What is expected: Whenever a line in the entries below contains "marked", copy that line.

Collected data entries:
=== Section Start ===

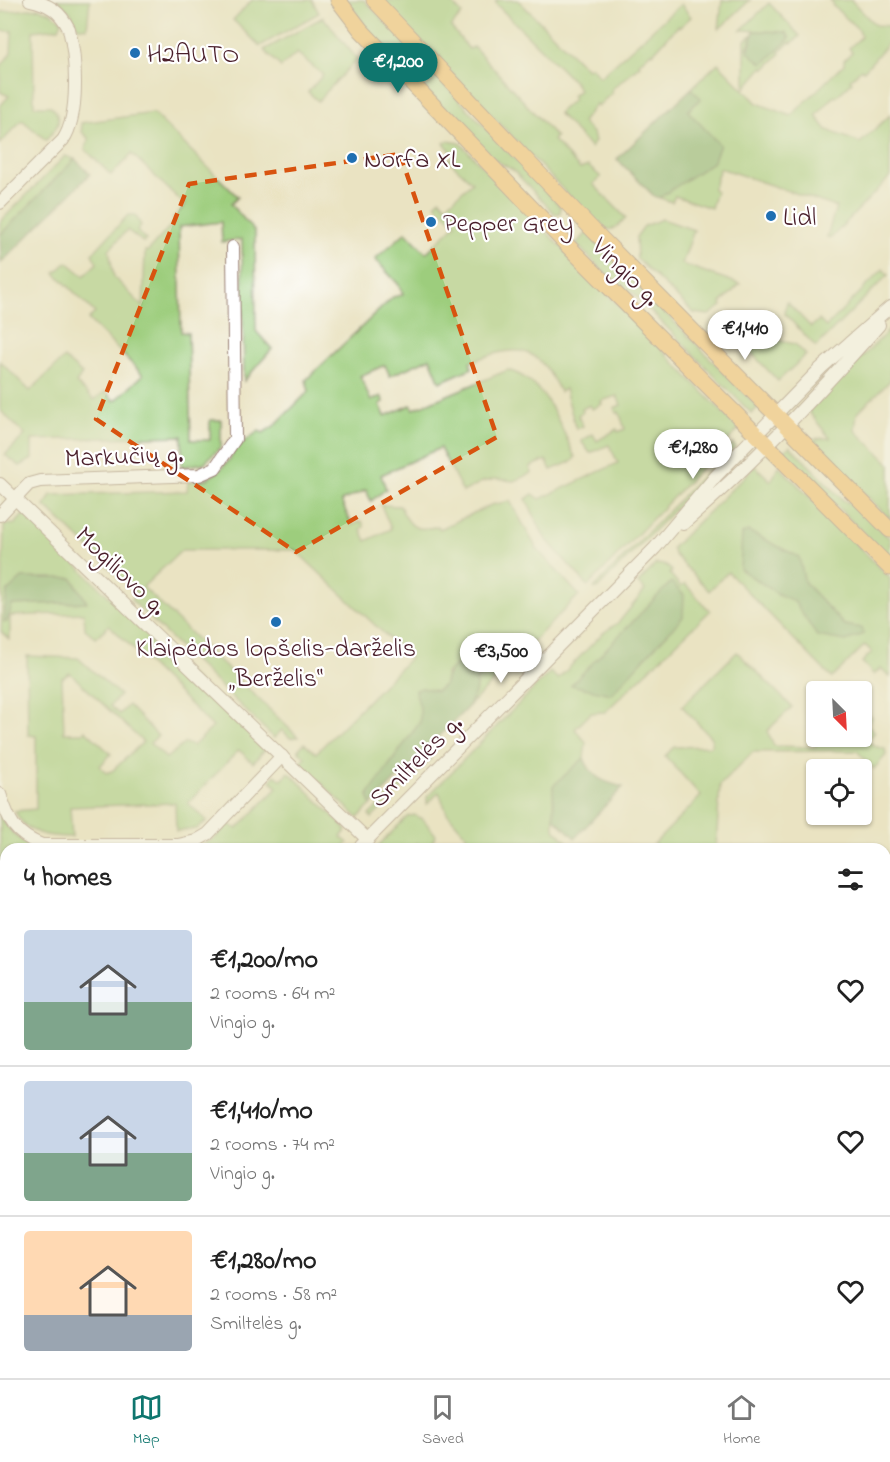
<!DOCTYPE html>
<html lang="en">
<head>
<meta charset="utf-8">
<style>
  :root { --surface:#fff; --page:#f2f2f2; --text:#222; --muted:#767676; --line:#e0e0e0; --accent:#0f766e }
  body { margin:0; font-family:"Indie Flower",sans-serif; background:var(--page); color:var(--text); height:100vh; display:flex; flex-direction:column; font-size:22px; white-space:nowrap }
  * { box-sizing:border-box; margin:0 }
  p { font-size:20px; color:var(--muted) }
  .icon { flex:none; width:33px; height:33px; fill:none; stroke:currentColor; stroke-width:2; stroke-linecap:round; stroke-linejoin:round }
  .map { position:relative; flex:1; overflow:hidden }
  .panel { position:absolute; left:0px; top:843px; width:891px; height:536px; display:flex; flex-direction:column; background:var(--surface); border-radius:18px 18px 0 0; box-shadow:0 2px 4px #0004 }
  .panel>* { flex:none }
  .needle { width:39px; rotate:156deg }
  .buttons { position:absolute; left:806px; top:681px; display:grid; gap:12px }
  .buttons a { display:grid; place-items:center; width:66px; height:66px; border-radius:6px; background:var(--surface); box-shadow:0 2px 4px #0004; font-size:30px }
  .price { position:absolute; translate:-50% -51px; padding:0 14px; border-radius:21px; background:#fff; color:#222; font-size:20px; line-height:39px; filter:drop-shadow(0 2px 3px #0008) }
  .price::after { content:''; position:absolute; left:50%; top:36px; width:18px; height:14px; margin-left:-9px; background:inherit; clip-path:polygon(0 0,100% 0,50% 100%) }
  .price.on { background:var(--accent); color:#fff }
  ul { padding:0; list-style:none }
  li { display:flex; align-items:center; gap:18px; height:150px; padding:0 24px }
  li+li { border-top:2px solid var(--line) }
  li span { display:grid; place-items:center; flex:none; width:168px; height:120px; border-radius:6px; color:#555 }
  li>.icon { margin-inline-start:auto }
  span .icon { width:72px; height:72px; fill:#fffc; stroke-width:1 }
  li b { font-size:26px }
  h2 { display:flex; justify-content:space-between; align-items:center; height:72px; padding:0 24px; font-size:26px }
  .dock { display:flex; justify-content:space-around; align-items:center; height:84px; border-top:2px solid var(--line); background:var(--surface); font-size:16px; color:var(--muted) }
  .dock a { display:grid; justify-items:center; gap:3px }
  .dock .on { color:var(--accent) }
  .map>svg:first-child { display:block }
  .green { fill:#9dcd7d; stroke:#747654; stroke-width:1.5; fill-rule:evenodd }
  .forest { fill:#7eb06c; stroke:#64684c; stroke-width:1.5 }
  .lines { fill:none; stroke-linecap:round; stroke-linejoin:round }
  .minor-casing { stroke:#9a8176; stroke-width:14 }
  .major-casing { stroke:#9a8176; stroke-width:17 }
  .minor { stroke:#fff; stroke-width:12 }
  .major { stroke:#f9bf6d; stroke-width:15 }
  .marked { fill:none; stroke:#d8530f; stroke-width:4.5; stroke-dasharray:12 8; stroke-linejoin:round }
  .poi-dot { fill:#1f6fb2; stroke:#fff; stroke-width:2 }
  .labels { text-anchor:middle; stroke-width:4.5; stroke-linejoin:round; paint-order:stroke }
  .poi-label { font-size:26px; fill:#4a1f2b; stroke:#fff; text-anchor:start }
  .street-label { font-size:26px; fill:#4a1f2b; stroke:#fff }
</style>
</head>
<body>
<div class="map">
<svg width="890" height="1378" viewBox="0 0 890 1378">
  <rect width="100%" height="100%" fill="#fff"/>
  <filter id="ink" filterUnits="userSpaceOnUse"><feTurbulence type="fractalNoise" baseFrequency=".0167" numOctaves="2"/><feDisplacementMap in="SourceGraphic" scale="12" xChannelSelector="R" yChannelSelector="G"/><feConvolveMatrix kernelMatrix="1 2 1 2 8 2 1 2 1" color-interpolation-filters="sRGB"/></filter>
  <filter id="wash" filterUnits="userSpaceOnUse"><feTurbulence type="fractalNoise" baseFrequency=".008" numOctaves="4" result="noise"/><feDisplacementMap in="SourceGraphic" scale="24" xChannelSelector="R" yChannelSelector="G"/><feGaussianBlur stdDeviation="1.35" result="paint"/><feColorMatrix in="noise" values="0 0 0 0 0 0 0 0 0 0 0 0 0 0 0 0 0 1.4 0 .05"/><feComposite in="paint" operator="in"/></filter>
  <g filter="url(#wash)">
    <rect width="100%" height="100%" fill="#eae3c2"/>
    <g class="green">
      <path d="M57 0H90L87 28 78 27 71 13Z"/>
      <path d="M252 0H312L319 13 260 46 233 20Z"/>
      <path d="M348 0H364L561 207 560 213 555 214 513 170 493 159 371 34 347 1Z"/>
      <path d="M381 0H449L462 14 451 27 469 49 474 47 556 137 553 140 580 169 588 166 601 177 593 184 626 218C615 227 616 233 599 227Z"/>
      <path d="M496 0H518L587 69 591 67 600 77 681 4 691 17 680 27 678 26 653 53 651 52 639 63 640 65 611 90 613 92 598 106 596 104 582 122 593 134 595 141 591 148 558 113 574 99 572 96 579 90 576 84 496 4Z"/>
      <path d="M722 0H750L719 29Z"/>
      <path d="M830 0H851L875 25 890 26V45L888 43 864 71 861 69 850 80 852 82 836 97 834 96 816 116 827 130 860 143 890 115V177L831 238 827 237 836 207 720 168 713 189 716 191 711 208 675 196 672 202 654 196 617 159 718 63 757 103 791 116 844 64V60L852 52 849 48 861 37 859 30 832 5 833 3Z"/>
      <path d="M769 3 800 36 792 43 790 42 779 52 780 54 765 69 763 67 745 88V40L753 34 747 48 786 32 741 30Z"/>
      <path d="M39 8 50 12 62 21 59 28 33 31 34 106H51C65 120 57 128 46 140L22 120 0 144V106L9 96 0 92 1 66 11 53 12 31H0V12Z"/>
      <path d="M323 17 357 59 318 101 308 92 323 75 297 53 281 67 264 50Z"/>
      <path d="M153 113 238 197 231 204 255 232 256 331 272 349 244 381 242 239 222 242 221 222 179 227 181 332 188 333 191 440H210V420H221V447L204 463 182 467V436L32 440V459L20 466 5 455 25 435 0 410V361L30 391 64 358 82 374 76 383 94 400 105 392 115 401 143 375 88 319 95 313 55 273 67 262 84 276 97 263 92 254 128 215H135L141 225 137 231 146 240 143 242 127 230 109 250 114 277 143 307 145 251H148L174 222 173 218 185 205 132 154 111 175 85 149 89 139 82 132 81 123Z"/>
      <path d="M448 141 460 143 739 429 588 586 545 538 526 499 533 494 540 499 618 463 609 445 590 453 581 441 593 434 597 441 617 429 618 432 625 429 619 412 616 413 614 408 621 405 617 396 601 401 602 404 592 409 590 405 582 409 583 412 578 415 583 426 576 429 565 389 560 392C536 343 518 344 470 362L472 368 440 382 430 358 390 376 385 365 360 376 371 401 381 396 384 402 380 404 385 416 411 405 414 409 508 370C547 382 559 423 575 457L573 461 551 470 546 460 530 467 532 473 514 481 496 479 482 482 463 492 440 448 381 475 386 489 371 501 366 490 341 501 352 525 362 521 364 527 361 529 366 541 391 529 381 505 400 506C409 526 415 533 438 526L440 529 491 505 510 501 537 549 579 595 468 707 475 693 477 679 465 659 446 673 445 684 436 691 422 688 420 722 368 795 371 805 358 818 300 763 305 757 298 750 304 743 316 753 410 658 295 550H182L143 587 298 737 290 738 282 730 274 738 131 600 136 593 45 506 51 495 187 491 188 481 207 479 220 470 230 459 235 448 259 431 263 433 274 426 309 391 306 380 393 297 403 295 399 285 375 259 406 232 426 253 456 224 435 204 440 199 446 206 472 182 447 159 456 157 444 143Z"/>
      <path d="M65 156 75 159 0 235V222Z"/>
      <path d="M662 219 694 230 682 264 740 284 721 303 722 306 709 315 694 313 637 259 636 237 644 226Z"/>
      <path d="M587 233 758 407 752 414 635 295 604 272 576 244Z"/>
      <path d="M883 269 888 275 816 347 784 313 787 302 811 327 819 320 826 327Z"/>
      <path d="M733 318 742 320 781 341 795 344 806 355 778 381 723 323Z"/>
      <path d="M890 329V381L857 413 855 430 890 464V519L809 439 830 438 808 411Z"/>
      <path d="M733 444 736 447 597 589 594 588Z"/>
      <path d="M790 446 843 500 858 507 890 539V560L783 452Z"/>
      <path d="M755 466 771 481 779 466 890 578V677L881 668 874 675 862 662 872 652 865 645 832 678 728 572 709 591 674 554 672 548ZM748 531 798 557 805 583 844 625 861 628 817 636 794 601 742 534Z"/>
      <path d="M24 514 266 748 253 763 239 750 188 803 207 821 196 829 176 831 175 803 70 807 72 837C49 837 25 835 15 811L36 809V736L28 735 27 656 78 658 120 695 110 706 119 714 128 705 158 736 150 743 166 758 185 743 193 746 213 727 109 625 96 638 85 629 84 613 10 616V640L1 632 4 525 15 524ZM72 578 86 602 12 605ZM70 673 143 742 112 771 106 773 100 766 111 754 85 730 83 733H64L62 678Z"/>
      <path d="M656 564 665 565 672 571 670 574 681 587 685 584 710 611 605 712 591 713 575 729 586 742 584 758 553 786 554 828 569 844 565 849H455L467 836 447 813 439 792 427 804V797L550 672 558 679 603 633 619 622 645 590 638 583Z"/>
      <path d="M737 652 792 707 767 731 774 746 815 747 819 737 831 742 838 737 861 736V716L866 712 872 718 868 725 875 732 868 740 874 746 885 749 886 755 874 769 857 751 753 752 720 785 716 849H649L701 796 665 756 674 747 711 746 712 739 682 706Z"/>
      <path d="M429 756 431 759 372 818 369 815Z"/>
      <path d="M289 772 347 830 341 837 348 843 342 849H193L214 839 229 824 237 829 277 788 271 780 275 775 282 780Z"/>
      <path d="M0 815C11 834 19 841 39 849H6V899L0 898Z"/>
      <path d="M414 815 423 819 436 835 428 849H423L417 843 410 849H375L407 817Z"/>
      <path d="M0 957 6 959V1278L0 1277Z"/>
      <path d="M885 1037 890 1042V1125L885 1123Z"/>
    </g>
    <g class="forest">
      <path d="M754 31 786 32 790 38 763 64 748 52Z"/>
      <path d="M691 89 701 98 688 111 720 145 713 162 659 198 654 196 617 159Z"/>
      <path d="M75 159 90 174 1 263 0 235Z"/>
      <path d="M748 531 799 557 805 583 844 625 861 628 864 634 846 641 817 636 794 601 778 594 740 569 742 534Z"/>
      <path d="M22 578H72L87 602 12 605 7 622H4L7 592Z"/>
      <path d="M671 582 684 595 683 617 611 694 571 685Z"/>
      <path d="M479 649 493 657 495 667 477 679 475 693 468 707 371 805 368 795 420 722V708L415 690 422 688 437 691 445 684C447 665 464 660 479 649Z"/>
      <path d="M584 758C592 778 603 782 623 787L575 838 554 818 553 786Z"/>
    </g>
  </g>
  <g filter="url(#ink)">
    <g class="lines">
      <g class="minor-casing">
        <g id="minor">
          <path d="M0 203 63 140C80 115 76 57 69 29 60 11 49 4 30 0"/>
          <path d="M0 484 368 840"/>
          <path d="M0 515 29 484 40 481 199 475 215 468 235 439 233 247"/>
          <path d="M683 524C754 463 817 395 879 325"/>
          <path d="M0 794C9 821 14 834 42 845H178L196 841 208 834 282 756"/>
          <path d="M358 849 655 548 716 476 821 368 890 307"/>
          <path d="M271 1378 272 1372"/>
        </g>
      </g>
      <g class="major-casing">
        <g id="major">
          <path d="M338 0 361 30 568 246 890 568"/>
          <path d="M374 0 589 226 890 530"/>
          <path d="M0 909 6 911"/>
          <path d="M0 947 6 948"/>
          <path d="M885 1148 890 1149"/>
          <path d="M885 1182 890 1183"/>
        </g>
      </g>
      <use href="#minor" class="minor"/>
      <use href="#major" class="major"/>
    </g>
  </g>
  <path d="M0 0H890V1378H0ZM400 154 497 437 296 552 96 419 189 184Z" fill="#eae3c2" fill-opacity=".55" fill-rule="evenodd"/>
  <path class="marked" d="M400 154 497 437 296 552 96 419 189 184Z"/>
  <g class="poi-dot">
    <circle cx="135" cy="53" r="6"/>
    <circle cx="352" cy="158" r="6"/>
    <circle cx="771" cy="216" r="6"/>
    <circle cx="431" cy="222" r="6"/>
    <circle cx="276" cy="622" r="6"/>
  </g>
  <g class="labels">
    <g class="poi-label">
      <text x="147" y="62">H2AUTO</text>
      <text x="364" y="167">Norfa XL</text>
      <text x="783" y="225">Lidl</text>
      <text x="443" y="231">Pepper Grey</text>
      <text x="276" y="656" text-anchor="middle">Klaipėdos lopšelis-darželis<tspan x="276" dy="30">„Berželis“</tspan></text>
    </g>
    <g class="street-label">
      <text transform="translate(627 271) rotate(45)" y="9">Vingio g.</text>
      <text transform="translate(124 455) rotate(-2)" y="9">Markučių g.</text>
      <text transform="translate(122 570) rotate(44)" y="9">Mogiliovo g.</text>
      <text transform="translate(415 760) rotate(-45)" y="9">Smiltelės g.</text>
    </g>
  </g>
</svg>
<div class="buttons">
<a><svg class="needle" viewBox="-14 -14 28 28"><path d="M0-13l5 13h-10z" fill="#e53935"/><path d="M0 13l5-13h-10z" fill="#767676"/></svg></a>
<a><svg class="icon" aria-label="locate" viewBox="0 0 24 24"><circle cx="12" cy="12" r="6"/><path d="M12 2v4M12 18v4M2 12h4M18 12h4"/></svg></a>
</div>
<b class="price on" style="left:398px;top:94px">€1,200</b>
<b class="price" style="left:745px;top:361px">€1,410</b>
<b class="price" style="left:693px;top:480px">€1,280</b>
<b class="price" style="left:501px;top:684px">€3,500</b>
<section class="panel">
<h2>4 homes<svg class="icon" aria-label="filters" viewBox="0 0 24 24"><path d="M4 7h16M4 17h16"/><circle cx="9" cy="7" r="2"/><circle cx="15" cy="17" r="2"/></svg></h2>
<ul>
<li><span style="background:linear-gradient(#c9d6e8 60%,#7fa58c 0)"><svg class="icon" aria-label="home" viewBox="0 0 24 24"><path d="M3 11l9-7 9 7M6 9v11h12V9"/></svg></span><div><b>€1,200/mo</b><p>2 rooms · 64 m²</p><p>Vingio g.</p></div><svg class="icon" aria-label="heart" viewBox="0 0 24 24"><path d="M12 20l-8-8c-3-5 5-10 8-4 3-6 11-1 8 4z"/></svg></li>
<li><span style="background:linear-gradient(#c9d6e8 60%,#7fa58c 0)"><svg class="icon" aria-label="home" viewBox="0 0 24 24"><path d="M3 11l9-7 9 7M6 9v11h12V9"/></svg></span><div><b>€1,410/mo</b><p>2 rooms · 74 m²</p><p>Vingio g.</p></div><svg class="icon" aria-label="heart" viewBox="0 0 24 24"><path d="M12 20l-8-8c-3-5 5-10 8-4 3-6 11-1 8 4z"/></svg></li>
<li><span style="background:linear-gradient(#ffd9b3 70%,#9aa5b1 0)"><svg class="icon" aria-label="home" viewBox="0 0 24 24"><path d="M3 11l9-7 9 7M6 9v11h12V9"/></svg></span><div><b>€1,280/mo</b><p>2 rooms · 58 m²</p><p>Smiltelės g.</p></div><svg class="icon" aria-label="heart" viewBox="0 0 24 24"><path d="M12 20l-8-8c-3-5 5-10 8-4 3-6 11-1 8 4z"/></svg></li>
</ul>
</section>
</div>
<nav class="dock">
<a class="on"><svg class="icon" aria-label="map" viewBox="0 0 24 24"><path d="M3 6l6-2 6 2 6-2v14l-6 2-6-2-6 2zM9 4v14M15 6v14"/></svg>Map</a>
<a><svg class="icon" aria-label="saved" viewBox="0 0 24 24"><path d="M7 4h10v16l-5-4-5 4z"/></svg>Saved</a>
<a><svg class="icon" aria-label="home" viewBox="0 0 24 24"><path d="M3 11l9-7 9 7M6 9v11h12V9"/></svg>Home</a>
</nav>
</body>
</html>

=== Section End ===

Exercise solution:
  .marked { fill:none; stroke:#d8530f; stroke-width:4.5; stroke-dasharray:12 8; stroke-linejoin:round }
  <path class="marked" d="M400 154 497 437 296 552 96 419 189 184Z"/>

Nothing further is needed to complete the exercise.